Testing on clean inputs only. Your eval suite reflects inputs you imagined, not inputs users will actually send. Real inputs are messy, ambiguous, and off-topic. Build adversarial cases deliberately.
Ignoring model version. Prompt behavior varies between model versions. A prompt tuned on one version may degrade on the next. Pin model versions in production and run your eval suite before upgrading.
Conflating prompt quality with model capability. A bad output might be a bad prompt, not a model limitation. Before concluding the model can't do something, try five different prompt formulations. The failure mode and the fix are often not obvious from the first attempt.

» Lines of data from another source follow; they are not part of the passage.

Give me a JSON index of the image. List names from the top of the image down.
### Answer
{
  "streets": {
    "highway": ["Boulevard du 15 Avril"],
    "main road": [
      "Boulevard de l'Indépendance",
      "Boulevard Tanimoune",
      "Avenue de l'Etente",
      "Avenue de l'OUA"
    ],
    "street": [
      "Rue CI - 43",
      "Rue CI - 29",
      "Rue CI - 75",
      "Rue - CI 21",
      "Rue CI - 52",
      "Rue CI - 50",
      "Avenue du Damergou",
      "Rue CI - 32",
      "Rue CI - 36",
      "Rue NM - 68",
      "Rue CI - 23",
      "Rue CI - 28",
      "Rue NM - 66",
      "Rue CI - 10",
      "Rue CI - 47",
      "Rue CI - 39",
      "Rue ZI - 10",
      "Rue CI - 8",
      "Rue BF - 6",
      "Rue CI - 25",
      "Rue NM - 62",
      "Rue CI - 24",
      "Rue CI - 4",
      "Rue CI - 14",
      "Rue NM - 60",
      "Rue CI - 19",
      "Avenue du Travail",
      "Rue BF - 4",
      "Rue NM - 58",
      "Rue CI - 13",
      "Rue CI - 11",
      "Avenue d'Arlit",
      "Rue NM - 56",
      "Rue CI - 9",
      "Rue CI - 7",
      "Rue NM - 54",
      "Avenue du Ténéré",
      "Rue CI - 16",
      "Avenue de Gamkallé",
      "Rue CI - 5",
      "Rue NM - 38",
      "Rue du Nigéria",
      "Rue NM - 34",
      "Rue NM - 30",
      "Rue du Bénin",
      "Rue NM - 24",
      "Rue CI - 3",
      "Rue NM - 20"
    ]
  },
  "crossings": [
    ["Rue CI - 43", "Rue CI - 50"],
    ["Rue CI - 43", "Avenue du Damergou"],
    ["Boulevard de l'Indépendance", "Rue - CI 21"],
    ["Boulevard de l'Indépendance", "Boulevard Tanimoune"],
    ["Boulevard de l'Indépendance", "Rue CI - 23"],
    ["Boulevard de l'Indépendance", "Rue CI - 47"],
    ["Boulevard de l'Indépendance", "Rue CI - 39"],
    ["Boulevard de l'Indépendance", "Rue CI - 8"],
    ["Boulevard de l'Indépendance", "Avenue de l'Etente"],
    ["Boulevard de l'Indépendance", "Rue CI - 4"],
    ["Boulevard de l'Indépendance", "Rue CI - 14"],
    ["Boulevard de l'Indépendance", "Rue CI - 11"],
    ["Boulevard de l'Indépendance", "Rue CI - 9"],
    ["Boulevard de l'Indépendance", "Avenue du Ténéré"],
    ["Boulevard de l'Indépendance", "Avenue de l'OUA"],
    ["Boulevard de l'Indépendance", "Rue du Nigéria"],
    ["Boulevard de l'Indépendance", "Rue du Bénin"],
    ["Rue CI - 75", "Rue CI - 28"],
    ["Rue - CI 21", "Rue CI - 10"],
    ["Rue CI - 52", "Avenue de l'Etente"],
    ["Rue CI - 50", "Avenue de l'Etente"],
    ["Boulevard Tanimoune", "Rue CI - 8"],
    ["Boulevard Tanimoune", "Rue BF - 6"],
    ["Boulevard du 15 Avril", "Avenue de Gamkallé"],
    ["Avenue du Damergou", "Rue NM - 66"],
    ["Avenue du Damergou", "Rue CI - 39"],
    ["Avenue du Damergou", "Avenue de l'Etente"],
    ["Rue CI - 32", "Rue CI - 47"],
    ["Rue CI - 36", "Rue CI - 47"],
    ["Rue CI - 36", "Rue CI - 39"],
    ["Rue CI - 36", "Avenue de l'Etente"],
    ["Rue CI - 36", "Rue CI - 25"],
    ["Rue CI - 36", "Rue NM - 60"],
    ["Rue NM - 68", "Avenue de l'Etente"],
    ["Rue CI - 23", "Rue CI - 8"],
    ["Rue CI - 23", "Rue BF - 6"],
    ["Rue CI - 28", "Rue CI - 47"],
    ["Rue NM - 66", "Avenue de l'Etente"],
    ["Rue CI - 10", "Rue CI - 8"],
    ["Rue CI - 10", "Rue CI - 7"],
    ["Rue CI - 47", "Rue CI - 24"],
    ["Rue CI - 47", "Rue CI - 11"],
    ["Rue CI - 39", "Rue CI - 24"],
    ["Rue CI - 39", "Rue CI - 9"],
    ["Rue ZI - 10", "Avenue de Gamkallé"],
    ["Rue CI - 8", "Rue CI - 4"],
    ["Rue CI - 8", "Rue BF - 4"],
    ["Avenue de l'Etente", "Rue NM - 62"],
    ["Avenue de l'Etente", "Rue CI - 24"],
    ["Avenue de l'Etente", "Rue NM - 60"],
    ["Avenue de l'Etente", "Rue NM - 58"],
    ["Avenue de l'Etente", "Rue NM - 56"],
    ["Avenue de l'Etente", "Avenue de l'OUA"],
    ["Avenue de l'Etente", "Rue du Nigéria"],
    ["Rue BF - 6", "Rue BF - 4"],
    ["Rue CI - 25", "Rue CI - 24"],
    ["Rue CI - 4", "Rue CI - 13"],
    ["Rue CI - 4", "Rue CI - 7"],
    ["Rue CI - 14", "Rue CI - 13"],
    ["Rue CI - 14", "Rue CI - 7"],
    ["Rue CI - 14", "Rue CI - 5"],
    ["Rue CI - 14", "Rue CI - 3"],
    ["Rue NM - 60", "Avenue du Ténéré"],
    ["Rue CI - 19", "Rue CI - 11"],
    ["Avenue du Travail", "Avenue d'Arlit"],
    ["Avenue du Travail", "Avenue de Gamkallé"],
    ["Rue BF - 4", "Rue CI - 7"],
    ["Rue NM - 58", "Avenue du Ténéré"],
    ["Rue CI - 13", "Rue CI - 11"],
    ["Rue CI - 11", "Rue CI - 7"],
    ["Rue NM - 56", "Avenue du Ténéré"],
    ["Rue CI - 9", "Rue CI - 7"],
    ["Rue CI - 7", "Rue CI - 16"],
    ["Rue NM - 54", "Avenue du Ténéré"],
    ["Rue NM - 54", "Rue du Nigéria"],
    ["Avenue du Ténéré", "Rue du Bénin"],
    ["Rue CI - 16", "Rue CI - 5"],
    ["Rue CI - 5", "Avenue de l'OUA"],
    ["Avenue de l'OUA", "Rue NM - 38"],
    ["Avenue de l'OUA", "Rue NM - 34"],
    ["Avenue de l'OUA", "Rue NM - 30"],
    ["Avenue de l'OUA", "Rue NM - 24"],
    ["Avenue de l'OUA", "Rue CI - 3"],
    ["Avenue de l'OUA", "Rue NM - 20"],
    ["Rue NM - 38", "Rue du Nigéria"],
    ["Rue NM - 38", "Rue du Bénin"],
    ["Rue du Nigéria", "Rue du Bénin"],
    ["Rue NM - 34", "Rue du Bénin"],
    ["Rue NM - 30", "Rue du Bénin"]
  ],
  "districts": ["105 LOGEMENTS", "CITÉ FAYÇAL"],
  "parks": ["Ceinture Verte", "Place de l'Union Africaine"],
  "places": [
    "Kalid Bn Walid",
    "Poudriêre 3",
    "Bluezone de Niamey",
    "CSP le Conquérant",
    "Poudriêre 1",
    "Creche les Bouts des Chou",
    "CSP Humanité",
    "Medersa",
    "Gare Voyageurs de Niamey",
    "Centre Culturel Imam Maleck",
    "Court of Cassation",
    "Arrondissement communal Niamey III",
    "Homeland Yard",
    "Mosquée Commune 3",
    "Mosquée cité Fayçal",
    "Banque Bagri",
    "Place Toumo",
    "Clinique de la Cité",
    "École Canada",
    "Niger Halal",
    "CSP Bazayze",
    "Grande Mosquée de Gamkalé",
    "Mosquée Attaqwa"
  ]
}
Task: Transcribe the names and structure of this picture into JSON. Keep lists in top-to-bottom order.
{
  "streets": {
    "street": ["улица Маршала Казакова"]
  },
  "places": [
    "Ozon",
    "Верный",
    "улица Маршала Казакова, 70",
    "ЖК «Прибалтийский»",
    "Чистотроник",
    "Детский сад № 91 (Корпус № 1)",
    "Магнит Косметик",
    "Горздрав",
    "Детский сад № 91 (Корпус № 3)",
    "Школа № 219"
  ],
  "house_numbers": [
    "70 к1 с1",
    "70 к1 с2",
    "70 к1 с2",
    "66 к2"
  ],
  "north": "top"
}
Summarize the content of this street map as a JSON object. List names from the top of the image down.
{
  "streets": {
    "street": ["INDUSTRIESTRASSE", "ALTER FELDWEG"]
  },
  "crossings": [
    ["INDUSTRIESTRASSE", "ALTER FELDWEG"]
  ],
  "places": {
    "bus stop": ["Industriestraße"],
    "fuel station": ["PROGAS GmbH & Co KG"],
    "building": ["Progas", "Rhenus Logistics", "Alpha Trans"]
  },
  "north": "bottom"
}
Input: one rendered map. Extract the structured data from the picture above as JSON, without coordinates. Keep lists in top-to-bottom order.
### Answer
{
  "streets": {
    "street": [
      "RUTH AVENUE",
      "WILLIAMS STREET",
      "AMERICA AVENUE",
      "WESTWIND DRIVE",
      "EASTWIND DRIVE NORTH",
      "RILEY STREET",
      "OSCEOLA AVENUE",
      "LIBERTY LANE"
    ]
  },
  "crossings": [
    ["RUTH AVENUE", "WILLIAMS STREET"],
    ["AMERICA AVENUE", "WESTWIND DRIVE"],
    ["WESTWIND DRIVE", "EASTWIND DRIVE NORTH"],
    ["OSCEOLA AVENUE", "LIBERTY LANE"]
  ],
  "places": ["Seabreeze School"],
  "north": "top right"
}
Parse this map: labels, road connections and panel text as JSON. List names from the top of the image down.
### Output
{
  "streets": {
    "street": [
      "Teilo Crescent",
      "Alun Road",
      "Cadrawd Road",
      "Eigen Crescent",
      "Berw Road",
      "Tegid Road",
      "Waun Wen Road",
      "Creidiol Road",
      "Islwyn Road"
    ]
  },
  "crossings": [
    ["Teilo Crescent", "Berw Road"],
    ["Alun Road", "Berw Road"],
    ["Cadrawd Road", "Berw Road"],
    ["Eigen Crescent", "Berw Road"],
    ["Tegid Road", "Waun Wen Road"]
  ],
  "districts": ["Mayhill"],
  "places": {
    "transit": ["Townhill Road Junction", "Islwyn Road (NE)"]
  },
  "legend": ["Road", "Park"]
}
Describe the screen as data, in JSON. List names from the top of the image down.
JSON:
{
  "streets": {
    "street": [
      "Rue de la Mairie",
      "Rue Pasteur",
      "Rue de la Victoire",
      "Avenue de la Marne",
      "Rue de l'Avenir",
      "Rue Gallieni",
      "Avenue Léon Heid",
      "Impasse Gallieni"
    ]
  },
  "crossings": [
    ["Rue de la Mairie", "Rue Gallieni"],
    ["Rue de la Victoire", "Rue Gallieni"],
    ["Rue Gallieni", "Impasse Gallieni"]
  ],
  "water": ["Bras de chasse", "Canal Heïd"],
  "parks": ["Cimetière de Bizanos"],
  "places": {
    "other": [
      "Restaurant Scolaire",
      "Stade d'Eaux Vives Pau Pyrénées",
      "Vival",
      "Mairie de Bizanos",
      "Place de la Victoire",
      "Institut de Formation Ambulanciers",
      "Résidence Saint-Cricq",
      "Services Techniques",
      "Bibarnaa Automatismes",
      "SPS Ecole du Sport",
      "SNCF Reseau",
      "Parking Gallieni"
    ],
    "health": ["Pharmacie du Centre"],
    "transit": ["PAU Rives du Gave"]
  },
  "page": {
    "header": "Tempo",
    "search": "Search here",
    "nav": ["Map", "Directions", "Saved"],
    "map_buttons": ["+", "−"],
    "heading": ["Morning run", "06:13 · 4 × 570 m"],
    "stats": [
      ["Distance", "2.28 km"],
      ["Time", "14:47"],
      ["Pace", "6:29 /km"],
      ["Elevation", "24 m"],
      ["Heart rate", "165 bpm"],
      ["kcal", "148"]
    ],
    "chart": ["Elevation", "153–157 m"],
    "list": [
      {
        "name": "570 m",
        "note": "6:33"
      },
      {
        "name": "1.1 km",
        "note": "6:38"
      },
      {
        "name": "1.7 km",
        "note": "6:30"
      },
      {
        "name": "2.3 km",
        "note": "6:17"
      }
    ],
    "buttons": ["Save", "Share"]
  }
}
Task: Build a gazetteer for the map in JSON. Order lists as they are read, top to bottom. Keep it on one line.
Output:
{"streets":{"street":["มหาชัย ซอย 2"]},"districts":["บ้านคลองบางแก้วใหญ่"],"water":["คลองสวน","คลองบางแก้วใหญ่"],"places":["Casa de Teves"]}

No budget for failure. Every prompt will occasionally produce bad output. Design downstream systems to handle it — validation, fallbacks, human review queues — rather than assuming the model is always right.
---
The Discipline
Prompt engineering is not about finding clever phrasing. It's about reducing ambiguity, providing relevant context, demonstrating desired behavior, and measuring outcomes.
Every good prompt is precise about what it wants, shows the model what that looks like, closes the doors to outputs you don't want, and is tested against real inputs before it ships.
That's the whole discipline. The rest is just practice.